### GIVEN RECORDS
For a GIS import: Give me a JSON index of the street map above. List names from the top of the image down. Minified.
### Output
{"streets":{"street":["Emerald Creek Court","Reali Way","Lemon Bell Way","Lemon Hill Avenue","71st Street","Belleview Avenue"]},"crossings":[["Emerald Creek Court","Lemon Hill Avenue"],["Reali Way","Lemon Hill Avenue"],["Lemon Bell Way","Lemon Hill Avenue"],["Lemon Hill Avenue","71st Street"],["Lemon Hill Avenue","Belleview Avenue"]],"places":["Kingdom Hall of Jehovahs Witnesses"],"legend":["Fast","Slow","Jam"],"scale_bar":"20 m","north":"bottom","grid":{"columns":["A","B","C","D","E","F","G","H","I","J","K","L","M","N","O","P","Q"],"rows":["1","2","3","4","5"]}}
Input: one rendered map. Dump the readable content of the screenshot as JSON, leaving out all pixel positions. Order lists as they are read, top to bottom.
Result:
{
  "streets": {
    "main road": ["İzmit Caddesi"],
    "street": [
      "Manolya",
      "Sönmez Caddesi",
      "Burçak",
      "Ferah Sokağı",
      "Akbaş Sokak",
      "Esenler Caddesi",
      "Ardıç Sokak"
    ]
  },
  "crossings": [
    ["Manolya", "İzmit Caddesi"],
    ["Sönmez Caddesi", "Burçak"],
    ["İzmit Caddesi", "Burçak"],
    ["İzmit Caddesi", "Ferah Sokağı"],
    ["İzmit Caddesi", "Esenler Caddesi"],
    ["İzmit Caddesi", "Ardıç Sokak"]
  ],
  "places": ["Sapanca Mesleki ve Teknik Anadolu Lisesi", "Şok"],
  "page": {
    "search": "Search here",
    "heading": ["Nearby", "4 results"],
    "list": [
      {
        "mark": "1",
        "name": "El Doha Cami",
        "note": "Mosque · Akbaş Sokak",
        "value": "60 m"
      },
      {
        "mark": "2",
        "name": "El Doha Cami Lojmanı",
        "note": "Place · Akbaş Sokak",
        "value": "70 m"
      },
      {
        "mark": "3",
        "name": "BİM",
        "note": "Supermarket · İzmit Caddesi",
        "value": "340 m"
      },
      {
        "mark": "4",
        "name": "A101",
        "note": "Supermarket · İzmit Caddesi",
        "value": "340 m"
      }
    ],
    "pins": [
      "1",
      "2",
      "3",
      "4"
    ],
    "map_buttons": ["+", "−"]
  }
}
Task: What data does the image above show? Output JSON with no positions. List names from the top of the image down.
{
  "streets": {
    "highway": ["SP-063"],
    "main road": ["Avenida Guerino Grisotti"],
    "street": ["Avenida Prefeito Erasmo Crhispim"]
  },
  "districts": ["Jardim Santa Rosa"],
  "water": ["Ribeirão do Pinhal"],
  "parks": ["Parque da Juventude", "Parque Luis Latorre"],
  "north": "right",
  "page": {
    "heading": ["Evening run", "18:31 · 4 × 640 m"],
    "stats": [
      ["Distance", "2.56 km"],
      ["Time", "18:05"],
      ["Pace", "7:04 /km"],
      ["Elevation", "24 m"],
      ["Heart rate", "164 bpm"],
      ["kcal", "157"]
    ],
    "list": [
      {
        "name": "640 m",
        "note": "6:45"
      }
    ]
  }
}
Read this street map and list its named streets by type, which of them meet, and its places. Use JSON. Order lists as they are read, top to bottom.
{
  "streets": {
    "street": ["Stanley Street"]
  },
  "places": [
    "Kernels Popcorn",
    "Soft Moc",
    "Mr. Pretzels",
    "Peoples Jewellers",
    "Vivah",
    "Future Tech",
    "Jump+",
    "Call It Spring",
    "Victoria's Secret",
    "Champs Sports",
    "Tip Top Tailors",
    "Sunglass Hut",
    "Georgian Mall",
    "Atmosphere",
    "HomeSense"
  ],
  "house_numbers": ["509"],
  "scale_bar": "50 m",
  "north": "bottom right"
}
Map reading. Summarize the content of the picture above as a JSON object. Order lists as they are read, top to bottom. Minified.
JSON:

### YOUR ASSIGNMENT
Copy out each entry above with no deviation.

### SOLUTION TO THE EXERCISE
For a GIS import: Give me a JSON index of the street map above. List names from the top of the image down. Minified.
### Output
{"streets":{"street":["Emerald Creek Court","Reali Way","Lemon Bell Way","Lemon Hill Avenue","71st Street","Belleview Avenue"]},"crossings":[["Emerald Creek Court","Lemon Hill Avenue"],["Reali Way","Lemon Hill Avenue"],["Lemon Bell Way","Lemon Hill Avenue"],["Lemon Hill Avenue","71st Street"],["Lemon Hill Avenue","Belleview Avenue"]],"places":["Kingdom Hall of Jehovahs Witnesses"],"legend":["Fast","Slow","Jam"],"scale_bar":"20 m","north":"bottom","grid":{"columns":["A","B","C","D","E","F","G","H","I","J","K","L","M","N","O","P","Q"],"rows":["1","2","3","4","5"]}}
Input: one rendered map. Dump the readable content of the screenshot as JSON, leaving out all pixel positions. Order lists as they are read, top to bottom.
Result:
{
  "streets": {
    "main road": ["İzmit Caddesi"],
    "street": [
      "Manolya",
      "Sönmez Caddesi",
      "Burçak",
      "Ferah Sokağı",
      "Akbaş Sokak",
      "Esenler Caddesi",
      "Ardıç Sokak"
    ]
  },
  "crossings": [
    ["Manolya", "İzmit Caddesi"],
    ["Sönmez Caddesi", "Burçak"],
    ["İzmit Caddesi", "Burçak"],
    ["İzmit Caddesi", "Ferah Sokağı"],
    ["İzmit Caddesi", "Esenler Caddesi"],
    ["İzmit Caddesi", "Ardıç Sokak"]
  ],
  "places": ["Sapanca Mesleki ve Teknik Anadolu Lisesi", "Şok"],
  "page": {
    "search": "Search here",
    "heading": ["Nearby", "4 results"],
    "list": [
      {
        "mark": "1",
        "name": "El Doha Cami",
        "note": "Mosque · Akbaş Sokak",
        "value": "60 m"
      },
      {
        "mark": "2",
        "name": "El Doha Cami Lojmanı",
        "note": "Place · Akbaş Sokak",
        "value": "70 m"
      },
      {
        "mark": "3",
        "name": "BİM",
        "note": "Supermarket · İzmit Caddesi",
        "value": "340 m"
      },
      {
        "mark": "4",
        "name": "A101",
        "note": "Supermarket · İzmit Caddesi",
        "value": "340 m"
      }
    ],
    "pins": [
      "1",
      "2",
      "3",
      "4"
    ],
    "map_buttons": ["+", "−"]
  }
}
Task: What data does the image above show? Output JSON with no positions. List names from the top of the image down.
{
  "streets": {
    "highway": ["SP-063"],
    "main road": ["Avenida Guerino Grisotti"],
    "street": ["Avenida Prefeito Erasmo Crhispim"]
  },
  "districts": ["Jardim Santa Rosa"],
  "water": ["Ribeirão do Pinhal"],
  "parks": ["Parque da Juventude", "Parque Luis Latorre"],
  "north": "right",
  "page": {
    "heading": ["Evening run", "18:31 · 4 × 640 m"],
    "stats": [
      ["Distance", "2.56 km"],
      ["Time", "18:05"],
      ["Pace", "7:04 /km"],
      ["Elevation", "24 m"],
      ["Heart rate", "164 bpm"],
      ["kcal", "157"]
    ],
    "list": [
      {
        "name": "640 m",
        "note": "6:45"
      }
    ]
  }
}
Read this street map and list its named streets by type, which of them meet, and its places. Use JSON. Order lists as they are read, top to bottom.
{
  "streets": {
    "street": ["Stanley Street"]
  },
  "places": [
    "Kernels Popcorn",
    "Soft Moc",
    "Mr. Pretzels",
    "Peoples Jewellers",
    "Vivah",
    "Future Tech",
    "Jump+",
    "Call It Spring",
    "Victoria's Secret",
    "Champs Sports",
    "Tip Top Tailors",
    "Sunglass Hut",
    "Georgian Mall",
    "Atmosphere",
    "HomeSense"
  ],
  "house_numbers": ["509"],
  "scale_bar": "50 m",
  "north": "bottom right"
}
Map reading. Summarize the content of the picture above as a JSON object. Order lists as they are read, top to bottom. Minified.
JSON:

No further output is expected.